Sitting by my favorite brook trout stream in Connecticut one warm April day, Robin told me his story. “For several months in my home in the southwest highlands I grew out my beard. I bought a ticket to Islamabad, Pakistan, and from there took a jeep to Chitral. In Chitral, my beard nearly two feet long, I exchanged my Western clothes for local dress and walked to the Doruh Pass, forty-five hundred meters in elevation. From there I snuck across the border into Afghanistan as if I were a local.” Robin puffed on his pipe. “It helped that I speak Farsi.
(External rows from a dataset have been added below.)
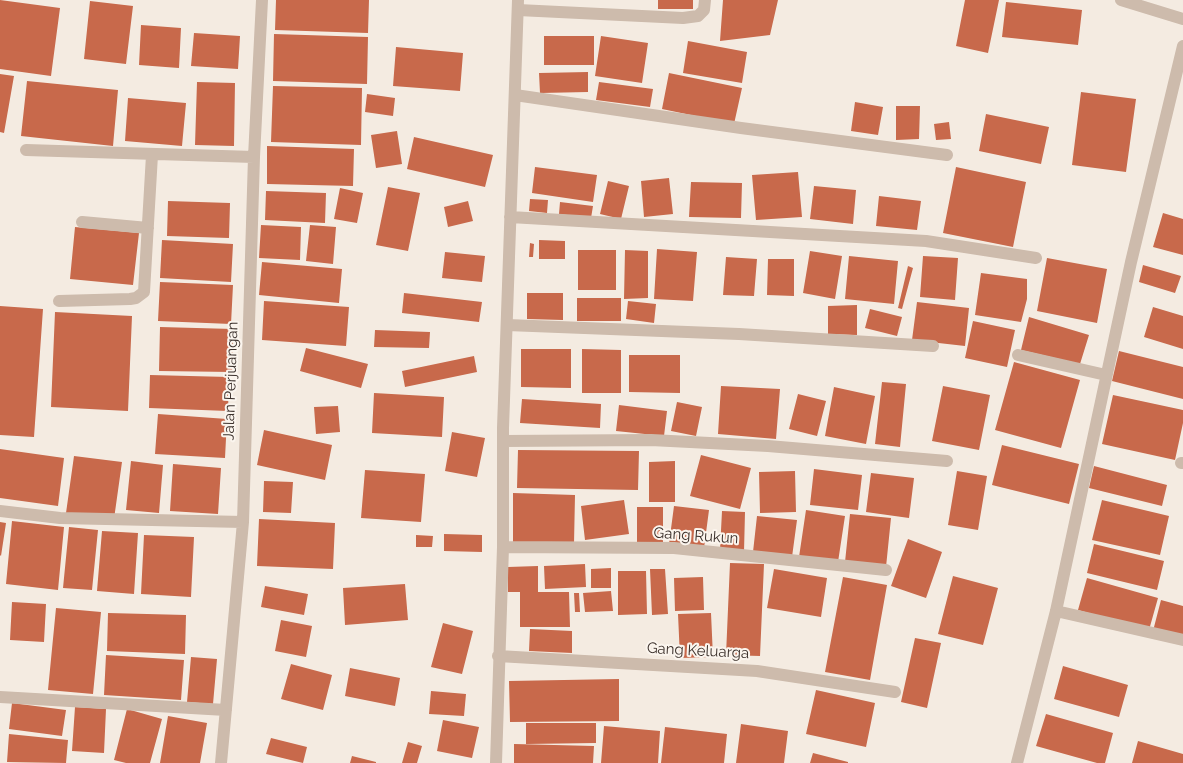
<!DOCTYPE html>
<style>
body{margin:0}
canvas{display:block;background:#f4ebe1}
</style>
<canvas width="1183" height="763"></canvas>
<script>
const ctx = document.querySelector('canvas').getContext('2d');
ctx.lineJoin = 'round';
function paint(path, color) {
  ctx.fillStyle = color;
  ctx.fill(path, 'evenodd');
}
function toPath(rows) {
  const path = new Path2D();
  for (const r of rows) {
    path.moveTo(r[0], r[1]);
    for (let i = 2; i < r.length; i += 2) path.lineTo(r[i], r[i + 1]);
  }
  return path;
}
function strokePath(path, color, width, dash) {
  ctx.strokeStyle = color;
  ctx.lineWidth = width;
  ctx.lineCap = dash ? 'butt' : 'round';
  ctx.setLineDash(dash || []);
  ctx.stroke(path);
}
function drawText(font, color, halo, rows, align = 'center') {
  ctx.font = font + ' Raleway,sans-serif';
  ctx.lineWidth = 4;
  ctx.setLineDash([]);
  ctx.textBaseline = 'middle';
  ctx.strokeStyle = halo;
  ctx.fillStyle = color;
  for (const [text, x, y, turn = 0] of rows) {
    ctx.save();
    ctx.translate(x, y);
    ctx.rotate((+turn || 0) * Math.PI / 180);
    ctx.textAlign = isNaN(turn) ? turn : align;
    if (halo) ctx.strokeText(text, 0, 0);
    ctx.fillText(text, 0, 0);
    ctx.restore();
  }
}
paint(toPath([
 [0,0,60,8,51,76,0,69],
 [276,0,369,0,368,33,275,30],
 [658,0,693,0,693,9,658,9],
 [723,0,778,0,770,35,720,41],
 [965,0,999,0,988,53,956,46],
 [90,1,133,6,126,64,84,59],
 [1006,2,1082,10,1078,45,1002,37],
 [141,25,181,28,179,68,139,65],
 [194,33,240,36,238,69,191,66],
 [274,34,368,37,367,84,273,81],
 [544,36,594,36,594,65,544,65],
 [601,36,648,43,642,83,595,76],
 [688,41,747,52,742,83,683,73],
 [396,47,463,53,460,91,393,86],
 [588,72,588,92,540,93,539,73],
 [669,73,742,88,734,124,662,109],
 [0,74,14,76,4,133,0,132],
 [27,81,118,90,113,146,21,136],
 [197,82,235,83,234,146,195,145],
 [599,82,653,89,650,107,596,100],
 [273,86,362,88,361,145,271,142],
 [1081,92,1136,99,1126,172,1072,165],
 [367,94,395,98,393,116,365,112],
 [128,98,186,103,182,146,125,141],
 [855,102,883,107,878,135,851,131],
 [896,106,920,106,919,139,896,140],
 [986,114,1049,127,1041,164,979,151],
 [949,122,951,139,936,140,934,124],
 [397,131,402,164,376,168,371,135],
 [414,137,493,155,485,187,407,169],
 [267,146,354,149,353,186,267,184],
 [535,167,597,175,593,202,532,193],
 [956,167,1026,182,1013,247,943,233],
 [798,172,802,217,756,220,752,175],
 [669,178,673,214,644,217,641,181],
 [608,181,629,186,621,219,600,214],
 [691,182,742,183,741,218,689,217],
 [814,186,856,190,853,224,810,219],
 [388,187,420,193,408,251,376,245],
 [340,188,363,193,357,223,334,219],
 [266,191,326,193,325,223,265,220],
 [879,196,921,201,917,230,876,226],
 [530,199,548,200,547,213,529,211],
 [168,201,230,203,229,238,167,236],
 [468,201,473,221,448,227,444,207],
 [560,202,593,206,591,218,559,214],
 [1163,213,1183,219,1183,255,1153,247],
 [261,225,301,227,300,260,259,258],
 [310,225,336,227,333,264,306,261],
 [75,227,139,233,133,285,70,279],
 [162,240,233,244,231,282,160,278],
 [539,240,565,241,565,259,539,259],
 [530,243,534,244,533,257,529,257],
 [657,249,697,252,693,301,654,299],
 [578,250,616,250,616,290,578,290],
 [625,250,648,251,648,298,624,299],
 [810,251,842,256,835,299,803,293],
 [445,252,485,256,482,282,442,278],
 [849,256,898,261,894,304,845,299],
 [923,256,958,258,955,300,920,297],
 [726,257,757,259,754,296,723,295],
 [1047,258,1107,269,1097,323,1037,311],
 [768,259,794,259,794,296,767,295],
 [262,262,342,269,339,303,259,295],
 [1143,265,1181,276,1175,293,1139,282],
 [908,266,913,268,902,309,898,308],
 [981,273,1027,279,1027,299,1021,322,975,315],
 [160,282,233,285,231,324,158,321],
 [404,293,482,302,479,322,402,313],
 [527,293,563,293,563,320,527,319],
 [577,298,621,298,621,321,577,321],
 [264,301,349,307,346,346,262,340],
 [628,301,656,304,654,323,626,319],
 [917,302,969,308,965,346,912,340],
 [857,305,857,335,828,334,828,306],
 [0,306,43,309,34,437,0,435],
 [1153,307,1183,316,1183,349,1144,337],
 [870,309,902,317,897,336,865,328],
 [55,312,132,316,128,411,51,407],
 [1029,317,1089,335,1080,364,1021,350],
 [973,321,1015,330,1007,367,965,358],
 [160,327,233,329,232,372,159,371],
 [375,330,430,332,429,348,374,347],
 [306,348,368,364,361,388,300,371],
 [521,349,571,349,571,388,521,387],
 [582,349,621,350,621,393,582,393],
 [1119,351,1183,367,1183,399,1112,381],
 [629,355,680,355,680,393,629,392],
 [474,356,477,372,405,387,402,371],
 [1014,362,1080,380,1061,448,995,430],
 [150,375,229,377,228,411,149,408],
 [882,382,906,384,900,447,875,444],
 [721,386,780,389,776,439,718,434],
 [943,386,990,395,979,450,932,441],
 [834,387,875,396,866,444,825,436],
 [374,393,444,397,442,437,372,433],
 [798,394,826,401,817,436,789,429],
 [1113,395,1183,410,1183,423,1175,460,1102,444],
 [522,399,601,404,600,428,520,423],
 [677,402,702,407,696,436,671,431],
 [619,405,667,411,664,436,616,431],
 [338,406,340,432,316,434,314,407],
 [158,414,227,419,225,458,155,454],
 [264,430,332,445,325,480,257,465],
 [452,432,485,438,477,477,445,471],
 [1002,445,1079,464,1069,504,992,485],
 [0,449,64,458,58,506,0,498],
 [518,450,639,451,638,490,517,488],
 [701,455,751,468,740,509,690,496],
 [74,456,122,462,114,519,66,513],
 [131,461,163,465,159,513,126,510],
 [675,461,675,502,649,502,649,462],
 [173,464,221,468,218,514,170,511],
 [1094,466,1167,485,1162,506,1089,488],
 [814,469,862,475,858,510,810,505],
 [365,470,425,474,421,522,361,518],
 [795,471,796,512,760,513,759,472],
 [957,471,987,476,978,530,948,525],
 [871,473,914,478,909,518,866,512],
 [264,481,293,482,291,513,263,512],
 [513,493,575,495,574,544,513,543],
 [624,500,629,534,585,540,581,506],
 [1102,500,1169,516,1160,555,1092,540],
 [674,506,709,510,704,548,669,544],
 [637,507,663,507,663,546,637,545],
 [806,510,845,516,838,562,799,557],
 [722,511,745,512,744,552,720,550],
 [850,514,891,518,886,567,845,562],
 [757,516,797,520,792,557,753,552],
 [259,519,335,523,333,569,257,566],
 [12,521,64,527,58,590,6,584],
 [0,522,6,523,1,556,0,555],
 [69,527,98,530,92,590,63,588],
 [102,531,138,533,134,594,97,591],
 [444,534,482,535,482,552,444,551],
 [144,535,194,537,191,597,141,594],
 [416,535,433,536,432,547,416,547],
 [908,539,942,552,926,598,891,586],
 [1094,544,1164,561,1157,590,1087,573],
 [730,563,764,564,760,656,726,655],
 [585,564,586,587,545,589,544,566],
 [538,566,538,592,532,592,569,592,570,627,520,627,520,592,508,592,508,567],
 [611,568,611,588,591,588,591,569],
 [650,569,665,569,668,614,652,615],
 [774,569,827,578,821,617,767,608],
 [618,571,646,571,647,614,618,615],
 [953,576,998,588,983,645,938,634],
 [703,577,704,610,675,611,674,578],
 [843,577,887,585,870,680,825,672],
 [1087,578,1158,598,1149,630,1078,610],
 [405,584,408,620,345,625,343,588],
 [265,586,308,594,304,615,261,607],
 [611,591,613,611,585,612,583,593],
 [574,593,579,593,580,612,575,612],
 [1161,600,1183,606,1183,639,1153,631],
 [12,602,46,604,44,642,10,640],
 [56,608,101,612,93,694,48,690],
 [108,613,186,615,185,654,107,651],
 [711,613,713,657,680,658,678,614],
 [281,620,312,626,306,657,275,651],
 [443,623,473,631,462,674,431,667],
 [530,629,572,631,572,653,529,651],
 [915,638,941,643,927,708,901,702],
 [106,655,184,660,181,700,104,695],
 [191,657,217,659,213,704,187,702],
 [291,664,332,675,323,710,281,699],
 [1063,666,1128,685,1119,717,1054,699],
 [350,668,400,678,395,706,345,696],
 [619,679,619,721,510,722,509,681],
 [816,690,875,703,866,747,806,734],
 [431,691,466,694,464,716,429,714],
 [12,703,66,710,62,736,9,729],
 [75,707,106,709,104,753,72,751],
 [127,709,162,719,150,763,126,763,114,760],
 [1046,714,1113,733,1105,763,1097,763,1036,746],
 [168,716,207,723,200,763,160,763],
 [443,720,479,727,472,758,437,751],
 [526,723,596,723,596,743,526,744],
 [741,724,788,731,784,763,736,763],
 [604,726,660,731,658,763,601,763],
 [665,727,727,734,724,763,661,763],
 [9,734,68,740,66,763,7,762],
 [271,738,307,747,303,763,266,754],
 [1138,741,1183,754,1183,763,1132,763],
 [408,742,422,746,417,763,402,763],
 [514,744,594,746,593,763,514,763],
 [813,753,848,762,848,763,810,763],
 [352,756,376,762,376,763,350,763]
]), '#c8694b');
strokePath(toPath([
 [518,10,683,18,698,16,704,10,705,0]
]), '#cdbbac', 12);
strokePath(toPath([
 [1121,0,1183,19],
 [515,95,741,128,947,155],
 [26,150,254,157],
 [510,217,926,241,1036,258],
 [82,222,148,228],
 [59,301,130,299,136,298,144,292,152,155],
 [507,325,739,334,933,346],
 [1018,355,1106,375],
 [503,441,651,440,768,446,947,461],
 [1181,463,1183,463],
 [0,511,60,518,243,522],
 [503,547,674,548,886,570],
 [1056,611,1183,640],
 [498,656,757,671,895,692],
 [0,697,226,710],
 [221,763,243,522,254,157,262,0],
 [496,763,503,547,503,428,518,0],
 [1017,763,1056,611,1131,262,1183,46]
]), '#cdbbac', 12);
drawText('15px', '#3b302b', '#fbf5ee', [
 ["Jalan Perjuangan",231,381,-88],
 ["Gang Rukun",696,536,4],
 ["Gang Keluarga",698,651,3]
]);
</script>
“My destination was a lake at the head of the Konkce River, a high headwater of the Amu Darya River [what the Greeks called the Oxus, which flows to the Aral Sea]. In the days following I caught many trout. The scenery was beautiful.” Robin paused to puff on his pipe. “I was also traveling near a region of northern Pakistan where native people were fair skinned and blue eyed like me, so I really fit in quite well.”

“Did you encounter any hostility from the people?” I asked.

“The people, no,” he said. “Apart from a guy who chased me with a hatchet for trying to photograph his wife, the Afghans are warm people. But one day, an eagle swooped down and hit me from behind while I was fishing on a high ledge above the lake. I felt the wind first, and then it struck me with its talons. It nearly did do me in; I imagined it was trying to drive me off the cliff to kill me, as they do sheep and goats. Two weeks after I crossed the Doruh back into Pakistan, the Taliban fought the Pakistanis on the shore of the lake where I'd been fishing. I was very lucky with my timing. If I had stayed I would have been taken hostage or killed.”

Despite the risks of being caught in the midst of a skirmish, or killed by an eagle, Robin had a positive attitude about Central Asia and its largely nomadic peoples. “No matter if they are Russian
Orthodox, Muslim, or Buddhist, the country people will treat you well. Islam especially is a religion based on hospitality. You have to tolerate inconvenience, though, and accept that travel there is unpredictable and fickle. The borders are disputed, the people have no work, and you can get unlucky.”

When he left my house he wrote the following in the guest book:

“In appreciation of two days with James, not counted against our allotted span—catching magical brook trout and discussing the finer points of our esoteric researches.”

Johannes and I had focused our sights on Kyrgyzstan (which borders Tajikistan on the south, Kazakhstan on the north, China on the east, and Uzbekistan on the west), a newly formed democracy risen from the rubble of the Soviet Union. From the little information we could find, Kyrgyzstan appeared to be the most stable former Soviet republic, and one of stunning alpine beauty (ninety percent of the country is mountains). It also had populations of the easternmost native brown trout, living in streams originating in the Pamir Alay Mountains.

 

We flew from Yerevan, over the Caspian and Aral seas, enormous bodies of water, and a large desert expanse of the 41st parallel to Almaty, Kazakhstan. Once we had landed, Johannes and I waited in Almaty all day in the terminal for Ida's arrival. We were afraid that if we left the terminal that somehow we would not be able to return. Our valid transit visas were supposed to hold us over until we got to Kyrgyzstan, but we were not allowed to stay very long in Kazakhstan.